The latest US annual report on human rights violations, released last Friday, carried an intentional omission. There is no longer any mention of the occupied Palestinian territories. In a move which normalises Israel’s colonial project and military occupation yet further, the relevant entry reads: “Israel, Golan Heights, West Bank and Gaza”.

A statement by the Palestinian Ministry of Foreign Affairs and Expatriates, published in part by Wafa news agency, described the change thus: “The American administration is not only biased towards Israel, but fully embraces its illegal policies to a point they have become part of US ideology and policies.”

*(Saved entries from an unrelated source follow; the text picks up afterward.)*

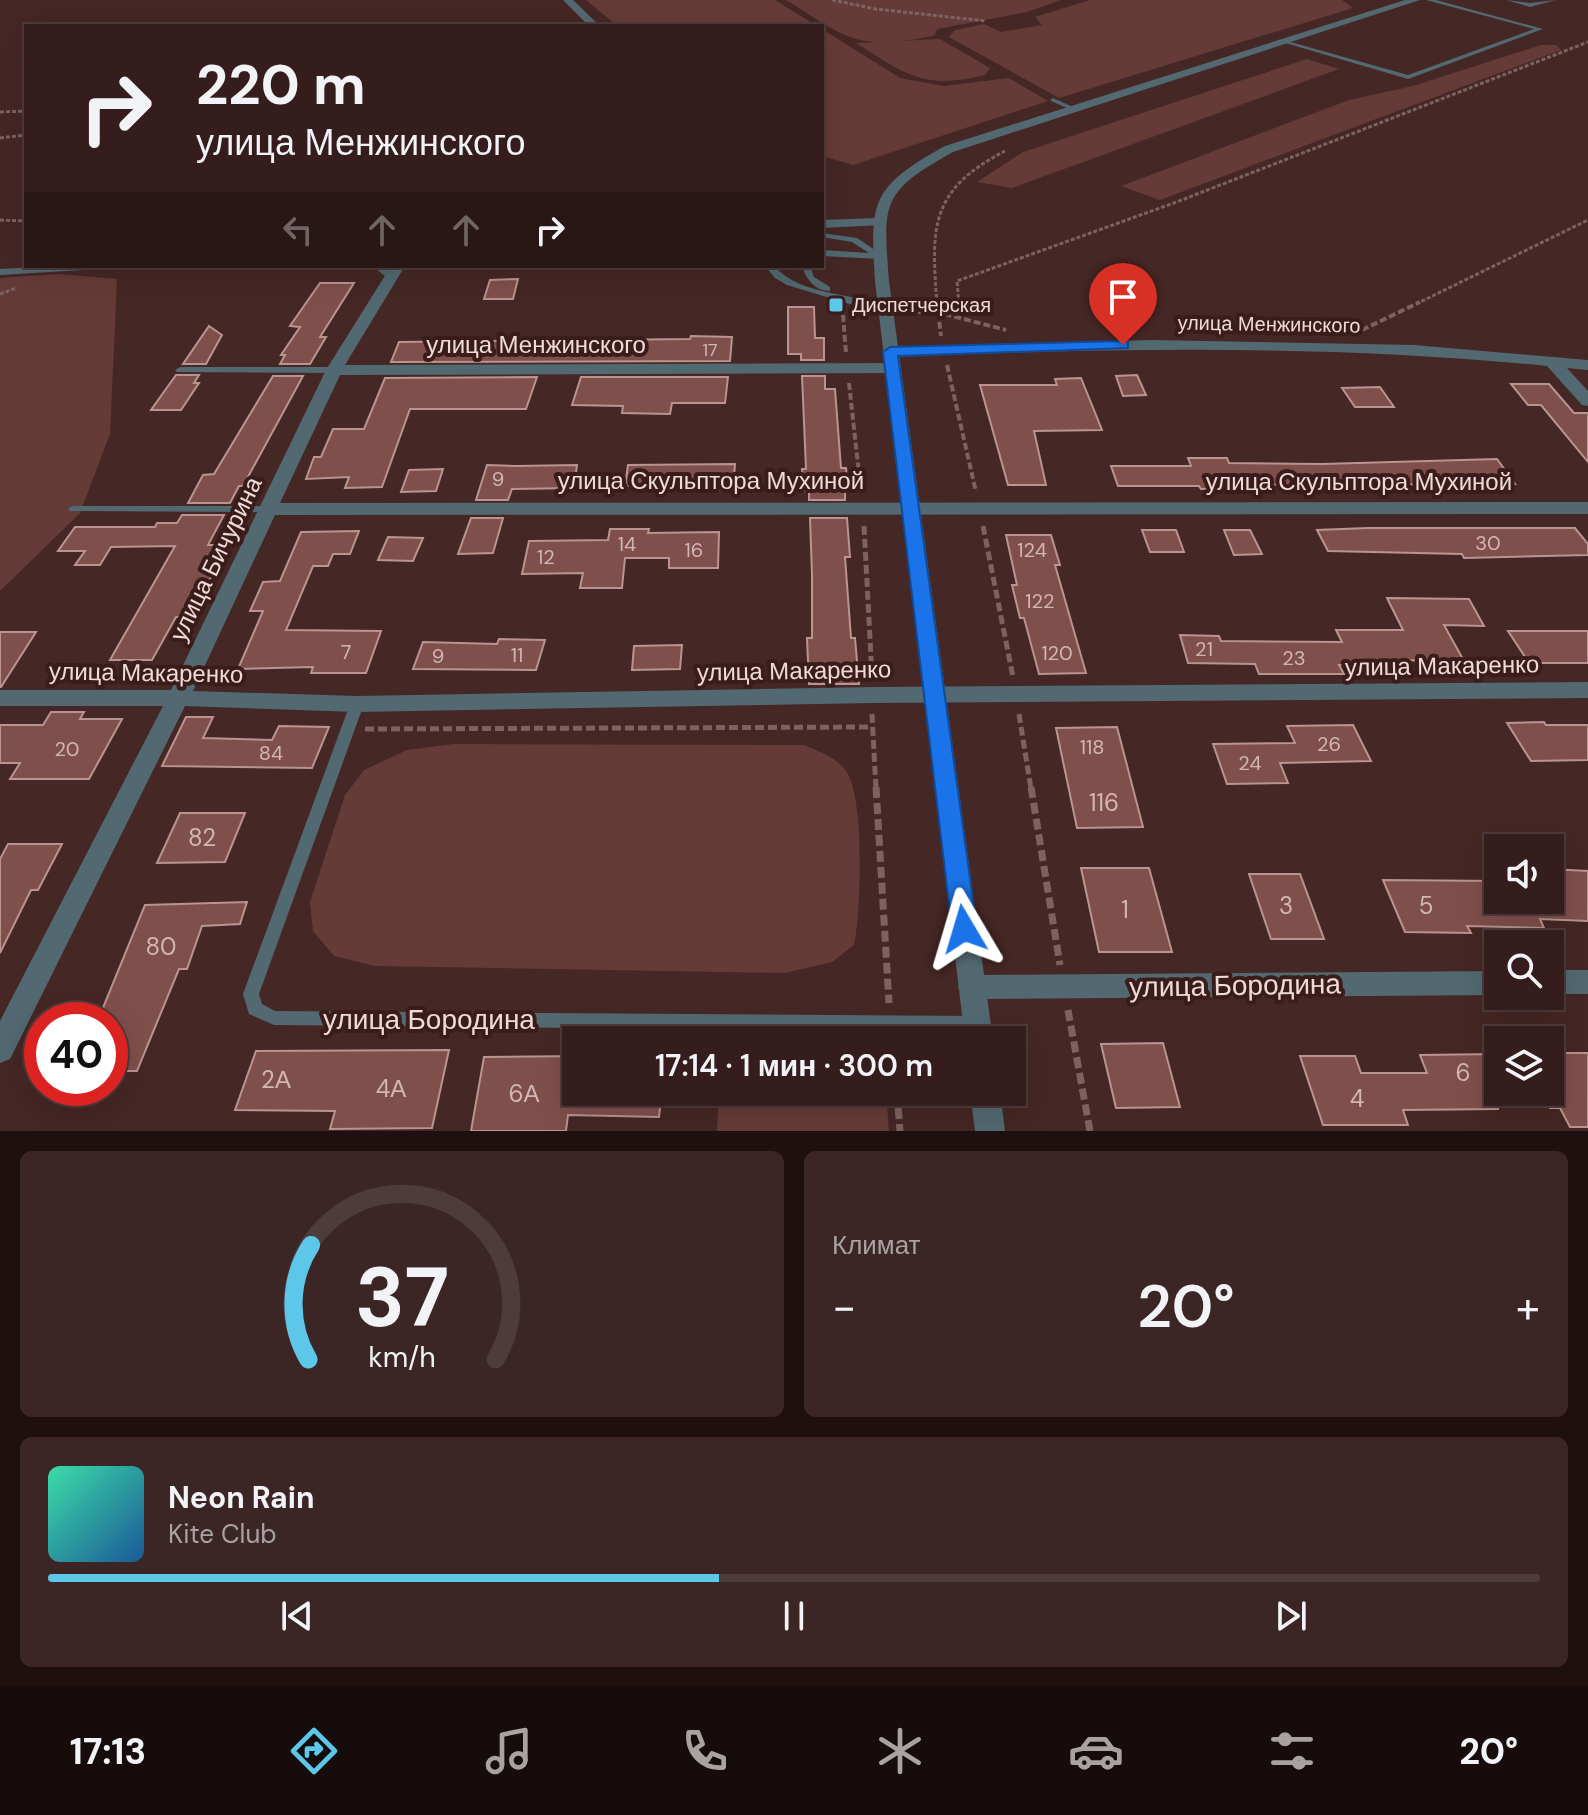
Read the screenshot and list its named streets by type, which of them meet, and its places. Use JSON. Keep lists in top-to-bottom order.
{
  "streets": {
    "street": [
      "улица Менжинского",
      "улица Скульптора Мухиной",
      "улица Бичурина",
      "улица Макаренко",
      "улица Бородина"
    ]
  },
  "crossings": [
    ["улица Менжинского", "улица Бичурина"],
    ["улица Скульптора Мухиной", "улица Бичурина"],
    ["улица Бичурина", "улица Макаренко"],
    ["улица Макаренко", "улица Бородина"]
  ],
  "places": {
    "transit": ["Диспетчерская"]
  },
  "house_numbers": [
    "17",
    "9",
    "30",
    "14",
    "16",
    "124",
    "12",
    "122",
    "21",
    "7",
    "120",
    "11",
    "9",
    "23",
    "26",
    "118",
    "20",
    "84",
    "24",
    "116",
    "82",
    "3",
    "5",
    "1",
    "80",
    "6",
    "2А",
    "4А",
    "6А",
    "4"
  ],
  "page": {
    "turn": ["220 m", "улица Менжинского"],
    "limit": "40",
    "trip": "17:14 · 1 мин · 300 m",
    "tile": "Климат",
    "heat": ["−", "20°", "+"],
    "song": ["Neon Rain", "Kite Club"],
    "tabs": ["17:13", "20°"],
    "gauge": ["37", "km/h"]
  }
}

There is no doubt that US President Donald Trump has supported Israel overtly, exposing the policies of previous administrations which maintained a more calculated, covert approach. With the unilateral declaration of Jerusalem as Israel’s capital and the forthcoming move of the US Embassy from Tel Aviv to the Holy City, the US has set new precedents in normalising colonialism. In doing so, it has encouraged other countries supportive of Israel to follow suit, or declare such intentions.

Yet, there is an earlier precedent which was met with derision rather than preoccupation. When Trump failed to uphold the distinct and internationally accepted two-state paradigm, the media was more concerned with his lack of eloquence, rather than the significance behind the admission. At best, talk of a one-state solution was brought forward tentatively, albeit with little attention as to how the concept can be misinterpreted. Associating a one-state concept with equal rights for Palestinians prevailed. However, little was said about the pitfalls of implementation within the context of a colonial entity whose concept of a state is one that eliminates Palestinians and their legitimate rights in order to maintain a Jewish identity and majority.

Removing references to Israel’s military occupation of Palestine is undoubtedly damaging. There are, though, varying degrees of danger for Palestinians, including defining the military occupation without its settler-colonial context, one of the few instances where the Palestinian Authority is consistent. Both approaches reflect the normalisation of Israel’s colonial appropriation of Palestine. The complete omission as articulated by the US is just a step ahead of the PA and the international community in terms of isolating Palestinians in terms of politics and rights.

That the US has fully aligned itself with Israel is nothing new. On the other hand, the language used by the PA complements the fragmentation of Palestine which is promoted by Israel. The statement by the Ministry of Foreign Affairs in Ramallah is complacent and seeks to dismiss the US intent by insisting that it “does not eliminate the concept of occupied territory according to international law and international legality, but it reveals to the world once again the reality of the US positions, especially for those who refuse to see them as they are.”

If by this the PA is alluding to the apparent dismissal of the two-state compromise by the US, it should be remembered that, in the absence of a unifying anti-colonial alternative which the PA refuses to consider, there is little to indicate that Palestinians will be able to define themselves politically at an international level. This is due entirely to coercion from the coloniser and the circle of collaborators within the PA who keep insisting upon the obsolete “peace process and “two-state solution”. Meanwhile, Israel’s state violence against the Palestinians becomes the norm, and the international community led by the US is complicit.